What you will do: From the records below, find each line with the string "setLineDash" and copy it.

Supplied data section start

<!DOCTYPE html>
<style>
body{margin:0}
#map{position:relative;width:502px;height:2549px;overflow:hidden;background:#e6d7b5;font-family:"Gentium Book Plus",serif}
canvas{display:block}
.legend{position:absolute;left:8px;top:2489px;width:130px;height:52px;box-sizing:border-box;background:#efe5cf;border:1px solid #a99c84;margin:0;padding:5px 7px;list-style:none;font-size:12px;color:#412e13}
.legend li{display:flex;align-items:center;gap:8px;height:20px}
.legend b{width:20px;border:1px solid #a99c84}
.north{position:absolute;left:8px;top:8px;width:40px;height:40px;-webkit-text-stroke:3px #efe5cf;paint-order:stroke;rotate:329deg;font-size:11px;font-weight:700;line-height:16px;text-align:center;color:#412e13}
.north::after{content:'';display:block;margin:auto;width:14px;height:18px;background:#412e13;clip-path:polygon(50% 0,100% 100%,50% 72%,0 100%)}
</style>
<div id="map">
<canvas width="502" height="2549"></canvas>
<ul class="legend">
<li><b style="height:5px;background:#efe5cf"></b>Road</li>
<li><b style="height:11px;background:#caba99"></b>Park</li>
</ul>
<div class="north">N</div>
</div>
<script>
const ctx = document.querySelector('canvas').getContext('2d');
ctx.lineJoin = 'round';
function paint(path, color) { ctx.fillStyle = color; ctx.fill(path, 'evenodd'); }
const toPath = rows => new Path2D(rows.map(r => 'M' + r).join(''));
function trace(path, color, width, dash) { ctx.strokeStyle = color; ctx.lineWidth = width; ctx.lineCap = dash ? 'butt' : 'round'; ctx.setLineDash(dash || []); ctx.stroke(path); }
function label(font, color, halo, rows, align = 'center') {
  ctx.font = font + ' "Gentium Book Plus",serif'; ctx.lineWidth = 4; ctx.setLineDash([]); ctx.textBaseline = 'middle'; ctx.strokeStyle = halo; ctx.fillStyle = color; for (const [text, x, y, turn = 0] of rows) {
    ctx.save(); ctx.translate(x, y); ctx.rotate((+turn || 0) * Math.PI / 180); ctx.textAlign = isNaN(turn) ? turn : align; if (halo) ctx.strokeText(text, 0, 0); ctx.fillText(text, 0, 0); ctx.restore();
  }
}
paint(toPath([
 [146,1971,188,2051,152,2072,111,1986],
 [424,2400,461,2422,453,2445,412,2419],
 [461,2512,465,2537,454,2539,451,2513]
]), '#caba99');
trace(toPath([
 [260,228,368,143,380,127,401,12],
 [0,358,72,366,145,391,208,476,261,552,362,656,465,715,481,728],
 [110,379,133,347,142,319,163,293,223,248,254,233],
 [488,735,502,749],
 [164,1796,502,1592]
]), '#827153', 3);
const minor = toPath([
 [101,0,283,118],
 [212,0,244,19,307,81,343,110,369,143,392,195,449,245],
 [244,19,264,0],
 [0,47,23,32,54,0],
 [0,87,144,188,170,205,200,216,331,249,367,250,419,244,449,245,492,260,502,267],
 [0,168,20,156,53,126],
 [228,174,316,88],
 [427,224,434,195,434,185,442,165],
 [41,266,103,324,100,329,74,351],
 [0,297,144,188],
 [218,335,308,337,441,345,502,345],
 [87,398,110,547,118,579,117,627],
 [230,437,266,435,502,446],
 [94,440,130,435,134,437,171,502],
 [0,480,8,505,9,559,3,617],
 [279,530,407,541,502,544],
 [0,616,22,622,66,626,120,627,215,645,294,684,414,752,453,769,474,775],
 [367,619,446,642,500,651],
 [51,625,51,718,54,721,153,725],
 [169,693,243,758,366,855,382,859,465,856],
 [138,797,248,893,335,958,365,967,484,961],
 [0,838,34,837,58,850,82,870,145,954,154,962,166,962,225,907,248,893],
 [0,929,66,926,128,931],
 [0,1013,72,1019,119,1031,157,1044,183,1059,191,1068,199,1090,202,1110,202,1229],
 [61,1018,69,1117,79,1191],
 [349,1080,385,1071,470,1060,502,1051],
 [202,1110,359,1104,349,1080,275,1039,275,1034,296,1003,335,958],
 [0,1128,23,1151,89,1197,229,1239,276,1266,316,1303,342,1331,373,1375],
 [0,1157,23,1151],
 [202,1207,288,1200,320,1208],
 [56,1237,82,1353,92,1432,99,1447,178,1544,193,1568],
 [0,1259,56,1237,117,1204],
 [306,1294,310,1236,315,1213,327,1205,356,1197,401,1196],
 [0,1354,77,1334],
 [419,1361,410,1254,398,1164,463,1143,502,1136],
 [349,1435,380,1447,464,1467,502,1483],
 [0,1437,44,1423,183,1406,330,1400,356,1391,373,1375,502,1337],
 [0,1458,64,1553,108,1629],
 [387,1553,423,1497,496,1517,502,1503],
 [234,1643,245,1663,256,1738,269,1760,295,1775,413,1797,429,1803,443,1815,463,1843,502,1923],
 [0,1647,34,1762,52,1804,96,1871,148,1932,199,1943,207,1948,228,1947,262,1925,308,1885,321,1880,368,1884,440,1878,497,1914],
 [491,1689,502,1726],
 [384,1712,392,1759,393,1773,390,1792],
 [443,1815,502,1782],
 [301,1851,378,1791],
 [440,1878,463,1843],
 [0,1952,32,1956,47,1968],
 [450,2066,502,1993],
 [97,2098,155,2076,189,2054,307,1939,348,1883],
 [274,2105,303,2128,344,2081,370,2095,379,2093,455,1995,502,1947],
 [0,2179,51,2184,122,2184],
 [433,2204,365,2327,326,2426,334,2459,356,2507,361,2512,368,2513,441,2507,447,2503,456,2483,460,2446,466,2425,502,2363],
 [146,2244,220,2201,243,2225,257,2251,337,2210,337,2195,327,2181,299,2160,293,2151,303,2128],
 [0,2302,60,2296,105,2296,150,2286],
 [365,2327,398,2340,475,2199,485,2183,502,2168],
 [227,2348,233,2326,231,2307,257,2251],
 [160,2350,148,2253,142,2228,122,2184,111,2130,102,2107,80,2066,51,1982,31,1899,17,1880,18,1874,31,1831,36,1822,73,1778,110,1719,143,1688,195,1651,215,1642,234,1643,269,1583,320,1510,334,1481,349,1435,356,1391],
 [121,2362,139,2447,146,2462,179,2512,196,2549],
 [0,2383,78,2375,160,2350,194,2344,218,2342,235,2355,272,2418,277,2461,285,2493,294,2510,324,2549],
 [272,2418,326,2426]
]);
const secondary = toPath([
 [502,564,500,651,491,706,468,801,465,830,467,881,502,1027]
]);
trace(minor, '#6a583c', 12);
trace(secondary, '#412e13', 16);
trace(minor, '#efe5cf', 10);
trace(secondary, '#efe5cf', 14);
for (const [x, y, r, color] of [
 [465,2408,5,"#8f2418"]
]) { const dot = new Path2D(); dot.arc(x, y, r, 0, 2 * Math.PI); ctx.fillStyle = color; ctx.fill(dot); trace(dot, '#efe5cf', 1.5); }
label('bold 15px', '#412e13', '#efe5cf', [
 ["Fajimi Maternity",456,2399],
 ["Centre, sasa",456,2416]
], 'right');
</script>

Supplied data section end

Written response:
function trace(path, color, width, dash) { ctx.strokeStyle = color; ctx.lineWidth = width; ctx.lineCap = dash ? 'butt' : 'round'; ctx.setLineDash(dash || []); ctx.stroke(path); }
  ctx.font = font + ' "Gentium Book Plus",serif'; ctx.lineWidth = 4; ctx.setLineDash([]); ctx.textBaseline = 'middle'; ctx.strokeStyle = halo; ctx.fillStyle = color; for (const [text, x, y, turn = 0] of rows) {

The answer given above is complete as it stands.